Les lavandières d’Auxillac

A vous mesdames qui ont fait belle notre vie.

Le temps qui passe , c’est un peu comme du linge qu’on repasse, à moins que ce ne soit le contraire.

Le temps qui passe, c’est comme une rivière, ça commence quelque part sans que personne ne demande rien.

Ça nait, ça sourdre, ça suinte, ça résurge, ça coule de source, ça se faufile, ça se glisse, ça s’écoule, ça suit son cours, ça se fait un chemin, ça serpente, ça tourbillonne, ça cascade, ça chute, ça tombe sur certains, ça évite les autres comme la vie d’un ailleurs qu’on croit différent d’ici .

Ici, les rivières coulent entre les mains des femmes, tout simplement, et quand les femmes vont à l’eau, le ruisseau résonne de leurs coups de battoirs.

Pour Germaine, Marthe, Thérèse, Olga et toutes les autres, l’eau c’est le temps de la  lessive, le temps du blanchiment des draps, des chemises de flanelle, des linges du petit dernier, de leur linges de femmes qu’elles tachent et cachent au bord du caisson quand l’épicier passe sur le chemin avec une caisse de vin sur l’épaule .

Un linge de femme, c’est une affaire de femmes et de filles, pas une affaire d’hommes.

Ici, le temps c’est un mouvement qui agite les couleurs sur les berges du Chardonnet. Ici tout se mêle, tout perd son caractère. Les tissus qui voilent les corps des unes au regard des autres se mêlent sans pudeur dans la nudité éphémère que laisse entrevoir la symphonie des couleurs fatiguées.

Plus de filles, plus de garçons, des tissus et du savon, des fripes qui se mêlent, se frottent, se frôlent, s’agitent, se tordent et se retordent sous les mains des lavandières.

Le ruisseau suit son cours, se charge de couleurs, de parfums et d’odeurs de savon et de sueur mêlées.

La chemise du lundi et le corsage du vendredi côtoient pour un temps les torchons de la misère dans le bac des souvenirs rafraichis par les rides de l’eau qui efface les marques de la vie sur la trame des couleurs.

Des tissus qui s’empilent comme les jours de la semaine contre les pierres délavés par les assauts du chlore et des savons.

Les femmes parlent et battent le linge avec le sérieux des unes qui voudraient punir la vie qui les fatigue depuis qu’on leur a dit que la bas, dans les grandes villes, les femmes ont des machines qui lavent le linge toutes seules, mais c’est l’instituteur qui le dit,  alors, celui là, c’est un franc-maçon et le curé a dit que ces gens là mentent comme ils respirent, c’est pour ça qu’elles se signent quand elles le croisent dans la rue ; un menteur est capable de tout.

C’est pour ça qu’on envoie pas les enfants à l’école laïque, pour qu’il ne leur apprenne pas à se prosterner devant Belzébuth!

Pour Germaine, Marthe, Thérèse, Olga ;  pas de machine, la brouette de bois qui porte le caisson, le savon et le battoir, le linge dans la brouette avec la petite dernière qui ronge une croute de pain en écoutant sans le vouloir la symphonie des femmes.

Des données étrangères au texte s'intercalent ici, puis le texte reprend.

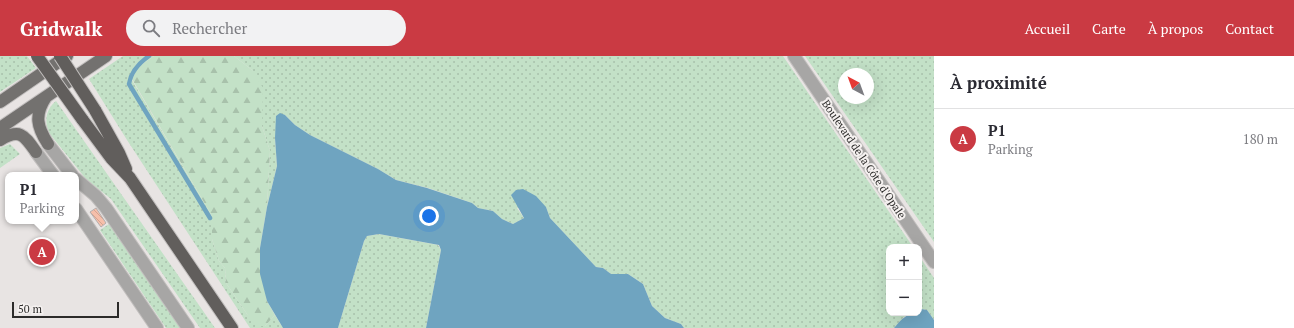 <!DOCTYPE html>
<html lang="fr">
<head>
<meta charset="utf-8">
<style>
	:root { --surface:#fff; --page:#f2f2f3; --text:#2b2b33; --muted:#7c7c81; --line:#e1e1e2; --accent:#ca3a43 }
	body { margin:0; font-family:"PT Serif",serif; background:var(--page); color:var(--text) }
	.controls { position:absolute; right:12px; bottom:12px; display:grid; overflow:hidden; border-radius:8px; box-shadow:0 4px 16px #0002 }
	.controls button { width:36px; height:36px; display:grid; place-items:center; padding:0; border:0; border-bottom:1px solid var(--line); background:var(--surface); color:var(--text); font:20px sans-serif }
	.compass { position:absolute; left:838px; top:12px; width:36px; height:36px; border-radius:50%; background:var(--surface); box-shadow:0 4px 16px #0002; rotate:319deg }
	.scale { position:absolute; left:12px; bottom:10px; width:107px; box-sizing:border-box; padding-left:4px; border:2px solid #2c2b2a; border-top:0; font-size:11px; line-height:14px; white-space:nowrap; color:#2c2b2a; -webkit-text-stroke:3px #f5f1f0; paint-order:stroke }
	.you { position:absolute; left:429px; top:160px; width:14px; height:14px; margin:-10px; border:3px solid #fff; border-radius:50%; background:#1a73e8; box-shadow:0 0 0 6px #1a73e833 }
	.badge { display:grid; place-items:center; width:26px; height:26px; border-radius:50%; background:var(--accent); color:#fff; font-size:13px; font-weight:700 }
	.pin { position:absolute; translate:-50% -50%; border:2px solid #fff; box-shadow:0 1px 4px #0006 }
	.popup { position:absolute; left:5px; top:116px; width:74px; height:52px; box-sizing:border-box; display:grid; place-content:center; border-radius:8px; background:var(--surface); filter:drop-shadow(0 1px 3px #0005); font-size:13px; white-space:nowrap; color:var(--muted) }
	.popup b { font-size:15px; color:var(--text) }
	.popup::after { content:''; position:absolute; left:50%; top:100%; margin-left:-8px; border:8px solid transparent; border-top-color:var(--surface) }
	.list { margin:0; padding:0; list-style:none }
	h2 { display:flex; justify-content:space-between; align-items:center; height:52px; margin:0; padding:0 16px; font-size:17px }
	h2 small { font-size:13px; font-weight:400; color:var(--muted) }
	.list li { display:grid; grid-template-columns:26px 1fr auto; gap:12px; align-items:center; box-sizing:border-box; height:60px; padding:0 16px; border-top:1px solid var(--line) }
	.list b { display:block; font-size:15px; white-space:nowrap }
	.list p { margin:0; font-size:13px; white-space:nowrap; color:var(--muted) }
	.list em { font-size:13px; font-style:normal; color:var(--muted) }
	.icon { flex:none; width:22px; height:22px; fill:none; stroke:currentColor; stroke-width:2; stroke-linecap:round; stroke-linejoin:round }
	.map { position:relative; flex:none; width:934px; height:272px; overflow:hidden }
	header { display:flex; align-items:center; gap:24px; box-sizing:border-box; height:56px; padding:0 20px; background:var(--accent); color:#fff }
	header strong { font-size:19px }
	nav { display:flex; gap:22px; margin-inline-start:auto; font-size:14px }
	.search { width:280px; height:36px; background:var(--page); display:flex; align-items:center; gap:10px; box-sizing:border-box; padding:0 14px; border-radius:22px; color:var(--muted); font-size:15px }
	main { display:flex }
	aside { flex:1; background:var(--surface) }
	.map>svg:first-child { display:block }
	.grass { fill:url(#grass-dots); fill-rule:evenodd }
	.forest { fill:url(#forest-firs) }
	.water { fill:#6fa4c0 }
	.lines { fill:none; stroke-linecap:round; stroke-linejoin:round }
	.stream { stroke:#6fa4c0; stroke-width:4.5 }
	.building { fill:url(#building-back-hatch); stroke:#b3afae }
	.minor-casing { stroke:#c2bfbe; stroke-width:14 }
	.major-casing { stroke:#c2bfbe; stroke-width:14 }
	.highway-casing { stroke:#c2bfbe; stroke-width:14 }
	.minor { stroke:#a7a6a5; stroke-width:12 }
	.major { stroke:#73716f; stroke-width:12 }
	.highway { stroke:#615e5c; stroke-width:12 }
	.highway-bridge-casing { stroke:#c2bfbe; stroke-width:14; stroke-linecap:butt }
	.highway-bridge { stroke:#615e5c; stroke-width:12 }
	.labels { text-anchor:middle; stroke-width:4; stroke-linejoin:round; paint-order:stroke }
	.street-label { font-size:11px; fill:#2c2b2a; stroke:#f5f1f0 }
</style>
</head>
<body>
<header>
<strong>Gridwalk</strong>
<div class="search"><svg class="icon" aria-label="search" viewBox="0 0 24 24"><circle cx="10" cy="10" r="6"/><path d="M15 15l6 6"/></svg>Rechercher</div>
<nav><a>Accueil</a><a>Carte</a><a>À propos</a><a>Contact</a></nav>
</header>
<main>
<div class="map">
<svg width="934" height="272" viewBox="0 0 934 272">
	<defs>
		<pattern id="grass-dots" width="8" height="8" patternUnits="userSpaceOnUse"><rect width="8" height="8" fill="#c3e1c7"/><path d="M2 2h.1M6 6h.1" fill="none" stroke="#a8c1ab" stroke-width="1.8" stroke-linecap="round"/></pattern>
		<pattern id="forest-firs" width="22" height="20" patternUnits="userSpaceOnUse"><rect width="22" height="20" fill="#c3e1c7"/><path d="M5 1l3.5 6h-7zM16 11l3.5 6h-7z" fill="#a8c1ab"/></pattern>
		<pattern id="building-back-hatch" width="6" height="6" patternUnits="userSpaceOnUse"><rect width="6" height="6" fill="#f6bfaa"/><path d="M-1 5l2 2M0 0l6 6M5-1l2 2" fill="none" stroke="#d3a492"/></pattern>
	</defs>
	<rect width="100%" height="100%" fill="#e8e4e3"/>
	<path class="grass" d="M0,0h27l9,12 -36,24z
		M123,0h31l-16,11 -6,13 80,136v23l7,22 6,7 1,15 21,31 18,12 10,-11 8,13h-33l-123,-188 -38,-61z
		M234,0h549l130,191h-24v66h23l-8,4 -10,11h-210l-3,-4 -16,-6 -13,-12 -9,-22 -15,-10h-17l-8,-6 -7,-1 -46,-49 -4,-11 -29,1 7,10 -11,6 -11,-5 -9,-8 -15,-3 -6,-5 -44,-15 -32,-8 -18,-11 -68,-34 -15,-10 -10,-10 -10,23 2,28 -10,41 3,-56 -8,-25v-17l-10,-39z
		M805,0h129v186zM844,18h24v24h-24z
		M56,45l159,227h-15l-89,-129 -25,-20 -37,-46c-5,-12 -3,-24 7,-32z
		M10,88l10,10 -20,14v-20z
		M109,168l71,104h-14l-66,-98z
		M379,178l59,11 3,5 -15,78h-88l26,-87 3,-5z
		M919,200l15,22v42l-7,-10 -6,-1 -2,1z"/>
	<path class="forest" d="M154,0h80l18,14 11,18 -1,38 8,25 -3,56 -7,41 7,53 8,14 -10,11h-8l-10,-12 -21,-31 -1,-15 -6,-7 -7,-22v-23l-80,-137 6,-12z"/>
	<path class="water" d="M280,57l5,2 10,10 15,10 68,34 18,11 31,8 45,15 6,5 15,3 9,8 11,5 11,-6 -13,-23 5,-5 7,-1 13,7 10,11 4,11 46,49 7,1 8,6h17l15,10 9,22 13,12 16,6 3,4h-258l15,-78 -2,-5 -60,-11 -12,2 -3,5 -26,87h-55l-16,-27 -7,-27v-26l7,-41 10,-41 -2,-28 1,-22z
		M921,253l6,1 7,10v8h-40c8,-9 12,-15 25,-15v-3z"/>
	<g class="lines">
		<path class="stream" d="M149,0c-10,7 -18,15 -20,28l81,134"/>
	</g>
	<path class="building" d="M96,152l10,15 -5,4 -11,-15z"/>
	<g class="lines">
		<defs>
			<path id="minor" d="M794,0l140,206
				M48,88l24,31
				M36,96l17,23
				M76,123l20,17 10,12 82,120
				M76,153l81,119"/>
			<path id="major" d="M46,41c-12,18 -9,30 2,47
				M0,46l67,-46
				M0,72l106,-72
				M0,84c20,-12 24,-5 36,12"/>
			<path id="highway" d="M95,54l24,43 7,16
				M82,63l29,39 19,20 102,150"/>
		</defs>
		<use href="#minor" class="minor-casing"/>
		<use href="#major" class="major-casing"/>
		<use href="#highway" class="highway-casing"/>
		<use href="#minor" class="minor"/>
		<use href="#major" class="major"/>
		<use href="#highway" class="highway"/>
		<defs>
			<path id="highway-bridge" d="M37,0l45,63
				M60,0l35,54"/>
		</defs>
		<use href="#highway-bridge" class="highway-bridge-casing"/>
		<use href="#highway-bridge" class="highway-bridge"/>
	</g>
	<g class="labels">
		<g class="street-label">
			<text transform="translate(864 103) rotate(56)" y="4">Boulevard de la Côte d'Opale</text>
		</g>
	</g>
</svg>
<div class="controls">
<button>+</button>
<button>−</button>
</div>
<svg class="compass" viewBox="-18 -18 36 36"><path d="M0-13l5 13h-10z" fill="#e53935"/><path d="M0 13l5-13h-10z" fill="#7c7c81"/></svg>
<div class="scale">50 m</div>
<div class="you"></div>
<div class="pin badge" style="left:42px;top:196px">A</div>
<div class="popup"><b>P1</b>Parking</div>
</div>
<aside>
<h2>À proximité<small></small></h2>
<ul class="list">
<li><span class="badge">A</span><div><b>P1</b><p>Parking</p></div><em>180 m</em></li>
</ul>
</aside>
</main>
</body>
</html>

Ici, la lessive c’est toute une musique : des mots, des “han“, des rires, des coups de battoirs à n’en plus finir, du linge qui ruisselle et glisse sur la pierre, des genoux qui se mouillent et du mal de dos, des grossesses pas toujours voulues, des soucis qui se partagent, des nouvelles des enfants, de l’ainé qui part au régiment, de la maison à tenir, du travail que les hommes ne reconnaissent pas ; une femme, ça ne travaille pas, ça tient la maison, tout simplement, alors pas de quoi en faire toute une affaire.

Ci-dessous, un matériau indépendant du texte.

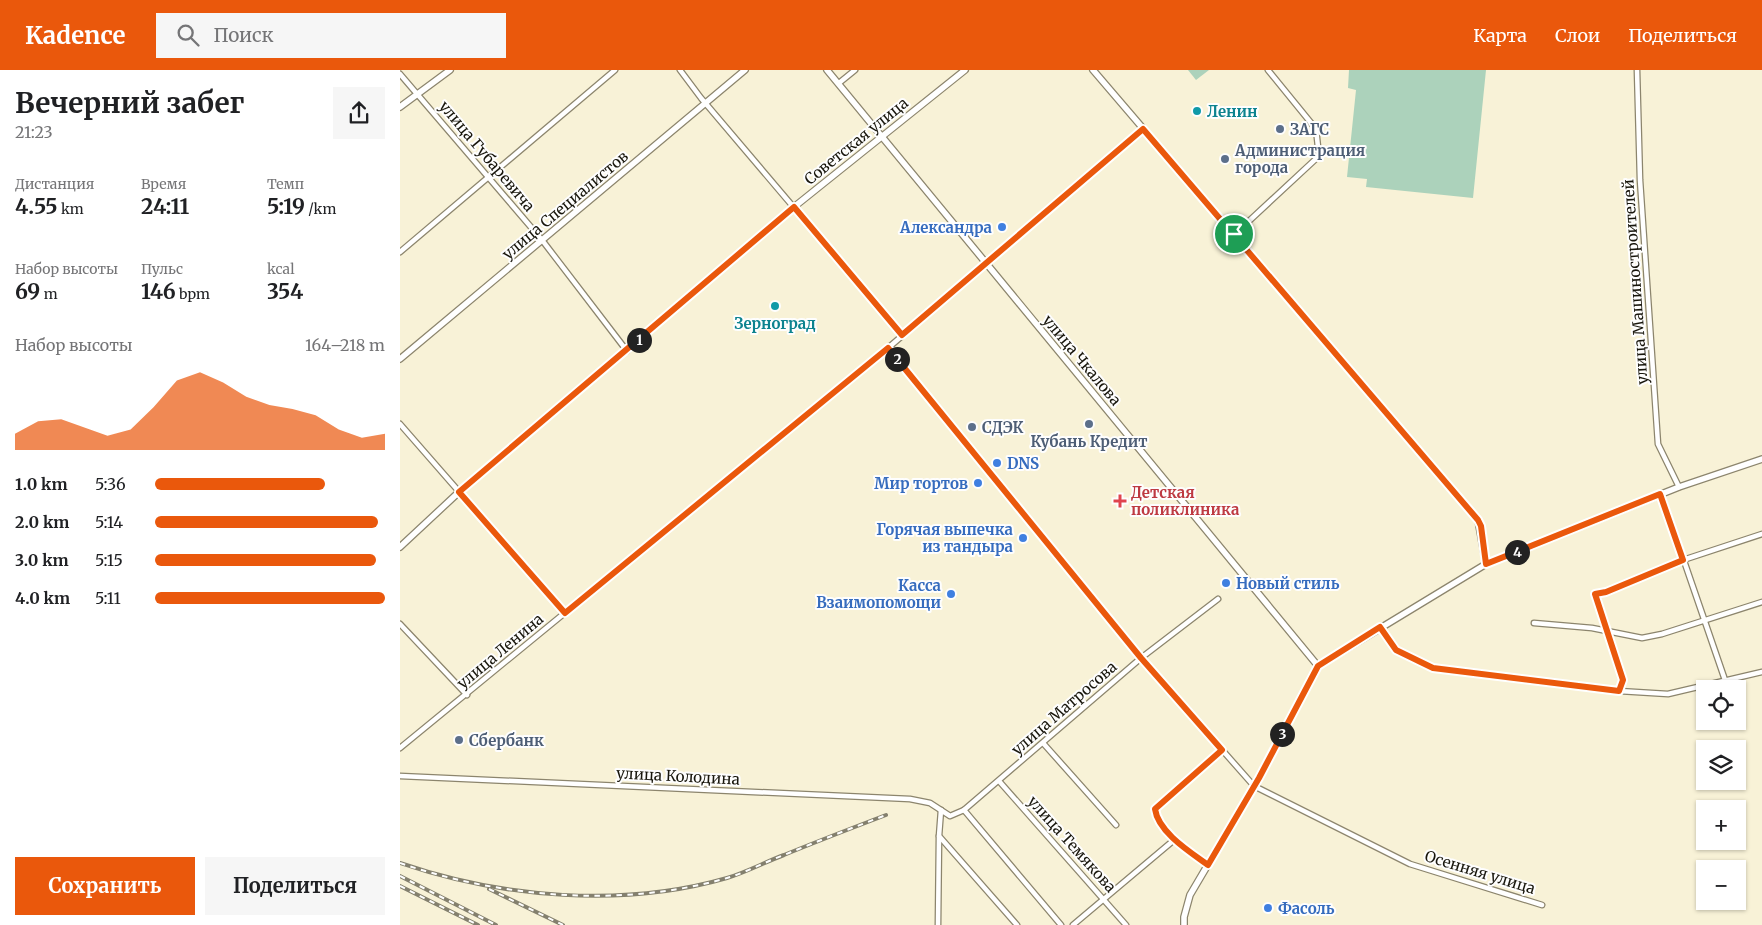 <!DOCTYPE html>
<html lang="ru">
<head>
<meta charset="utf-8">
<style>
  :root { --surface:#fff; --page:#f6f6f6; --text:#202124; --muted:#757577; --accent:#ea580c }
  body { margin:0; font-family:Merriweather,serif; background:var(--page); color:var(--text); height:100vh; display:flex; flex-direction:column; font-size:19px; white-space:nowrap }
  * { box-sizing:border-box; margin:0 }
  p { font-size:16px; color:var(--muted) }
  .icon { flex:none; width:28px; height:28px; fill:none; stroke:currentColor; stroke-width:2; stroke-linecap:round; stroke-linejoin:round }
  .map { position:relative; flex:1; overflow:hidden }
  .drawer { display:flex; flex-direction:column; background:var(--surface); width:400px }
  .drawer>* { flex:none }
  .buttons { position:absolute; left:1296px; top:610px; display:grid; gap:10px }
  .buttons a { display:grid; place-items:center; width:50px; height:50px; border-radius:0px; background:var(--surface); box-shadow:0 1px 4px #0004; font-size:25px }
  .pin { position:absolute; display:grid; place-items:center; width:42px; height:42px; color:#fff; margin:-21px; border:2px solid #fff; border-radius:50%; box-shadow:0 1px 5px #0007 }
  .km { position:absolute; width:25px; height:25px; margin:-12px; border-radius:50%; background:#222; color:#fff; font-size:14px; line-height:25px; text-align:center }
  .round { display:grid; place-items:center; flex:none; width:52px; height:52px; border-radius:0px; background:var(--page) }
  .overview { display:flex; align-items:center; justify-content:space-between; height:85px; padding:0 15px }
  h1 { font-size:28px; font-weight:700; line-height:38px }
  .stats { display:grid; grid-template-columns:repeat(3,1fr); gap:8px; height:85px; padding:5px 15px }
  .stats div { display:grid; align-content:center }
  .stats b { font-size:21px; font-weight:700 }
  .stats small { font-size:14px; font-weight:400 }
  .stats p { font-size:14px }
  .chart { height:140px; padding:10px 15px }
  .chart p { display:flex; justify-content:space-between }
  .chart svg { width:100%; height:90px; margin-top:5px; fill:var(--accent); opacity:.7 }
  .action { display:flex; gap:10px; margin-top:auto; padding:10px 15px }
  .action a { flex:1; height:58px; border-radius:0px; background:var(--accent); color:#fff; font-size:20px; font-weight:700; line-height:58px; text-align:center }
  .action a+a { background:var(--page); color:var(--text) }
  ul { padding:0 15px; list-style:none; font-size:16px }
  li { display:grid; grid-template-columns:80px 60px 1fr; align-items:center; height:38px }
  li i { height:12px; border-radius:6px; background:var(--accent) }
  header { display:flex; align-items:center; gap:30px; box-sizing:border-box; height:70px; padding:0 25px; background:var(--accent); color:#fff }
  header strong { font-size:24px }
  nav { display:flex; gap:28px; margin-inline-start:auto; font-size:18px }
  .search { width:350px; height:45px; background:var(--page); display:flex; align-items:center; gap:12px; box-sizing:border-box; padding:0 18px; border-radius:0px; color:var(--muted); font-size:19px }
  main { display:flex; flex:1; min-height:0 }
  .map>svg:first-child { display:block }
  .park { fill:#acd2bb }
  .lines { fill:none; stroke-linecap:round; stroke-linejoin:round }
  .minor-casing { stroke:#8c856d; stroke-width:7 }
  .tertiary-casing { stroke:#8c856d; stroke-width:8 }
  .minor { stroke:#fff; stroke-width:4.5 }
  .tertiary { stroke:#fff; stroke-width:5.5 }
  .rail-casing { stroke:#84806e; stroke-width:4 }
  .rail { stroke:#fefefe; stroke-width:2; stroke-dasharray:5.5; stroke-linecap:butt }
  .route-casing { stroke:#fff; stroke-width:10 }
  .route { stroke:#ea580c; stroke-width:6 }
  .culture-dot { fill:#0f9aa8; stroke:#fefefe; stroke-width:2 }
  .service-dot { fill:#5c6f8a; stroke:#fefefe; stroke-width:2 }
  .shop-dot { fill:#3f7fe0; stroke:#fefefe; stroke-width:2 }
  .health-dot { fill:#e0444e; stroke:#fefefe; stroke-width:2 }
  .labels { text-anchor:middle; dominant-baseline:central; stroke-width:4; stroke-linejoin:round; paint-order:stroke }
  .culture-label { font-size:15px; font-weight:bold; fill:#0d838f; stroke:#fefefe; text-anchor:start }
  .service-label { font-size:15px; font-weight:bold; fill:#4e5e75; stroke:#fefefe; text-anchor:start }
  .street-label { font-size:15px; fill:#18160c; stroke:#fefefe }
  .shop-label { font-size:15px; font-weight:bold; fill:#366cbe; stroke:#fefefe; text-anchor:end }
  .health-label { font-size:15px; font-weight:bold; fill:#be3a42; stroke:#fefefe; text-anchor:start }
</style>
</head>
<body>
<header>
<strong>Kadence</strong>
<div class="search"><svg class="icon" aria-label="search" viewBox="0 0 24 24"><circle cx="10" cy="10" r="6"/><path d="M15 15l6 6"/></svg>Поиск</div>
<nav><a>Карта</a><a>Слои</a><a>Поделиться</a></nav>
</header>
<main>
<section class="drawer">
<div class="overview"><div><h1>Вечерний забег</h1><p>21:23</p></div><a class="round"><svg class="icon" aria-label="share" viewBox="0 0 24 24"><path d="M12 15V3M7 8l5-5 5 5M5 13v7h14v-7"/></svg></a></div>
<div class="stats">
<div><p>Дистанция</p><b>4.55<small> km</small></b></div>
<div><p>Время</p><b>24:11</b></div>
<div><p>Темп</p><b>5:19<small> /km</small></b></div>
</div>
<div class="stats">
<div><p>Набор высоты</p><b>69<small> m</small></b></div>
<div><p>Пульс</p><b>146<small> bpm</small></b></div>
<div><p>kcal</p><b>354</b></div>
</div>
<div class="chart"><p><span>Набор высоты</span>164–218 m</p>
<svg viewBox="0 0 160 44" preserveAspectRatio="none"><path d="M0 44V36L10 30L20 29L30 33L40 37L50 34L60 23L70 10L80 6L90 11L100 18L110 22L120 24L130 27L140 34L150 38L160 36V44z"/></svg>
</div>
<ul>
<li><b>1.0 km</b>5:36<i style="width:74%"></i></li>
<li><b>2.0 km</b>5:14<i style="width:97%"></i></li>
<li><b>3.0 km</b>5:15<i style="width:96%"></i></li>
<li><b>4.0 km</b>5:11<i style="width:100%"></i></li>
</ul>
<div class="action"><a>Сохранить</a><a>Поделиться</a></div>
</section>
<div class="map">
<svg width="1362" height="855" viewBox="0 0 1362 855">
  <rect width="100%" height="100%" fill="#f8f2d7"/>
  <g class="park">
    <path d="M 788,0 L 809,0 L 796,10 Z"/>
    <path d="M 949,0 L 1086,0 L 1073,128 L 966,117 L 967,109 L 947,107 L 956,20 L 948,18 Z"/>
  </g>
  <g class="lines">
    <defs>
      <g id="minor">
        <path d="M 280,0 L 301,28 L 502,265"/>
        <path d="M 1237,0 L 1240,110 L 1258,374 L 1279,417"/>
        <path d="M 0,4 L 142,170 L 227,281"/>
        <path d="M 439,13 L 455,0"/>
        <path d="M 835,164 L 919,86 L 916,59 L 868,0"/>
        <path d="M 0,182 L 215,0"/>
        <path d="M 488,278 L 741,588 L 854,716 L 1010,794 L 1142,835"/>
        <path d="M 0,354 L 165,543"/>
        <path d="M 1261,424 L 1325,610"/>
        <path d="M 1134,553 L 1192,558 L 1242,568 L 1262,564 L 1362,532"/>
        <path d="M 0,554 L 67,625"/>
        <path d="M 980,557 L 996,580 L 1033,598 L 1219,621 L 1268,624 L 1362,602"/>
        <path d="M 1219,621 L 1223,610 L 1195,525 L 1206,522 L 1283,490 L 1362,464"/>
        <path d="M 643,673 L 716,755"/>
        <path d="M 0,678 L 488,278 L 743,59"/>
        <path d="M 0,706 L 510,729 L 530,733 L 550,746 L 564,740 L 741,588 L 818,529"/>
        <path d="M 599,711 L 726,855"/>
        <path d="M 541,740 L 539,766 L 617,855"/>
        <path d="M 564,740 L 661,855"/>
        <path d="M 808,795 C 789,781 758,764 755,739 L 822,680"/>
        <path d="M 538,855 L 539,766"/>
        <path d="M 673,855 L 774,770"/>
      </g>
      <g id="tertiary">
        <path d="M 427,0 L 918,596"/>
        <path d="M 693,0 L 1078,450 L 1086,494"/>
        <path d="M 0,37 L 50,0"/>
        <path d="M 0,289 L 345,0"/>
        <path d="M 0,477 L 59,422 L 394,137 L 565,0"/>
        <path d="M 784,855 L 784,847 L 790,825 L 859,708 L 918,596 L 1086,494 L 1279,417 L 1362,389"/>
      </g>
    </defs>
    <use href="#minor" class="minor-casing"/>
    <use href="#tertiary" class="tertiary-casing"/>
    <use href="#minor" class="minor"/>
    <use href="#tertiary" class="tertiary"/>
    <defs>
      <g id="rail">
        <path d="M 0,793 C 102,828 223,838 327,808 C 347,802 365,792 384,785 C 418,771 452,758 486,745"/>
        <path d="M 0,806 L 96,855"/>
        <path d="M 0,816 L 78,855"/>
        <path d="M 89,819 L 163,855"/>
      </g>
    </defs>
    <use href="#rail" class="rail-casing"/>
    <use href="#rail" class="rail"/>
  </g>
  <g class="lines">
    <defs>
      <path id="route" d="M 743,59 L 1078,450 L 1081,456 L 1086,494 L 1260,424 L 1283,490 L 1206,522 L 1195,524 L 1223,610 L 1219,621 L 1033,598 L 996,580 L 980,557 L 918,596 L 859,708 L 808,795 C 790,782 758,762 755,739 L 822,680 L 741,588 L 488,278 L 165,543 L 59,422 L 394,137 L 502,265 Z"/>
    </defs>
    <use href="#route" class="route-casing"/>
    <use href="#route" class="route"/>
  </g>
  <g class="culture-dot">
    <circle cx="797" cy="41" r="5"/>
    <circle cx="375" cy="236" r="5"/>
  </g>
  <g class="service-dot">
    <circle cx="880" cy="59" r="5"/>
    <circle cx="825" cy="89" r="5"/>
    <circle cx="689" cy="354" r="5"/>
    <circle cx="572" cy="357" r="5"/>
    <circle cx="59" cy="670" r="5"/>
  </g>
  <g class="shop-dot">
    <circle cx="602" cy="157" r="5"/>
    <circle cx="597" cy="393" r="5"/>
    <circle cx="578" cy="413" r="5"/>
    <circle cx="623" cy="468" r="5"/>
    <circle cx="826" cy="513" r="5"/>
    <circle cx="551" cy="524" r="5"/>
    <circle cx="868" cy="838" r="5"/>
  </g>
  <path class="health-dot" d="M717.5 423.5h5v5h5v5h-5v5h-5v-5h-5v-5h5z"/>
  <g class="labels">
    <g class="culture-label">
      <text x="807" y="41">Ленин</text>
      <text x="375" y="253" text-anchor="middle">Зерноград</text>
    </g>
    <g class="service-label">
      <text x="890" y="59">ЗАГС</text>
      <text x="835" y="80">Администрация<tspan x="835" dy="17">города</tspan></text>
      <text x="582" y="357">СДЭК</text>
      <text x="689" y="371" text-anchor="middle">Кубань Кредит</text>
      <text x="69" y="670">Сбербанк</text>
    </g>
    <g class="street-label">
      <text transform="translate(456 71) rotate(-39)">Советская улица</text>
      <text transform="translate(87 86) rotate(50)">улица Губаревича</text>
      <text transform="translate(165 135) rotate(-40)">улица Специалистов</text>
      <text transform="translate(1235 212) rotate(-94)">улица Машиностроителей</text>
      <text transform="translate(682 290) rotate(50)">улица Чкалова</text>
      <text transform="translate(100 581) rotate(-40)">улица Ленина</text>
      <text transform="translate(664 638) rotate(-41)">улица Матросова</text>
      <text transform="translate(278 706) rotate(3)">улица Колодина</text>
      <text transform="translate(672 774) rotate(48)">улица Темякова</text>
      <text transform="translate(1080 802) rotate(17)">Осенняя улица</text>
    </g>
    <g class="shop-label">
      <text x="592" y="157">Александра</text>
      <text x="607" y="393" text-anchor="start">DNS</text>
      <text x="568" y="413">Мир тортов</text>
      <text x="613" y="459">Горячая выпечка<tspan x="613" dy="17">из тандыра</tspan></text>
      <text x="836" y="513" text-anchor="start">Новый стиль</text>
      <text x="541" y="515">Касса<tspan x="541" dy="17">Взаимопомощи</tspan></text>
      <text x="878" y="838" text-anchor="start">Фасоль</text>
    </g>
    <g class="health-label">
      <text x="731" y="422">Детская<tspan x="731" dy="17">поликлиника</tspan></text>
    </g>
  </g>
</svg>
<div class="buttons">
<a><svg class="icon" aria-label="locate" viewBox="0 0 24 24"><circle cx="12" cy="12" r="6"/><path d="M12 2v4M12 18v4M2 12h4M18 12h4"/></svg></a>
<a><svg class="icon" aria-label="layers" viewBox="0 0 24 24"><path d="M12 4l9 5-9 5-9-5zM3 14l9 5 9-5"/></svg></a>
<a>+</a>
<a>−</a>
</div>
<div class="pin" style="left:834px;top:164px;background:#1e9e55"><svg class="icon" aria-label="arrive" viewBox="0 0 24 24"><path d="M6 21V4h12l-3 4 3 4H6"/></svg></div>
<b class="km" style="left:239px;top:270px">1</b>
<b class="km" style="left:497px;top:289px">2</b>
<b class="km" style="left:882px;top:664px">3</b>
<b class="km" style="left:1117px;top:482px">4</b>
</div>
</main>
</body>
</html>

Le linge est propre, il est temps de charger la brouette, monter la côte et repartir vers les affaires de la maison. Ce soir les hommes rentreront du travail ou de la chasse, se diront fatigués, s’assiéront et ouvriront le couteau pour trancher le pain et le tremper dans la soupe, comme tous les soirs.

Tenir la maison, ce n’est pas fatiguant alors pas de quoi en parler jusqu’à pas d’heures.

Ce soir, le linge flottera dans le vent sucré qui descend du Catelmas, ce soir la lune est belle, pleine comme une femme à quelques jours de donner la vie, le printemps n’est pas loin.

Ce soir, les femmes iront étendre les draps sur l’herbe du “pradet” derrière la maison.

Rien ne vaut un clair de lune pour raviver l’éclat des draps, et c’est peut-être pour ça que nos mamies  aimaient sourire en regardant la lune.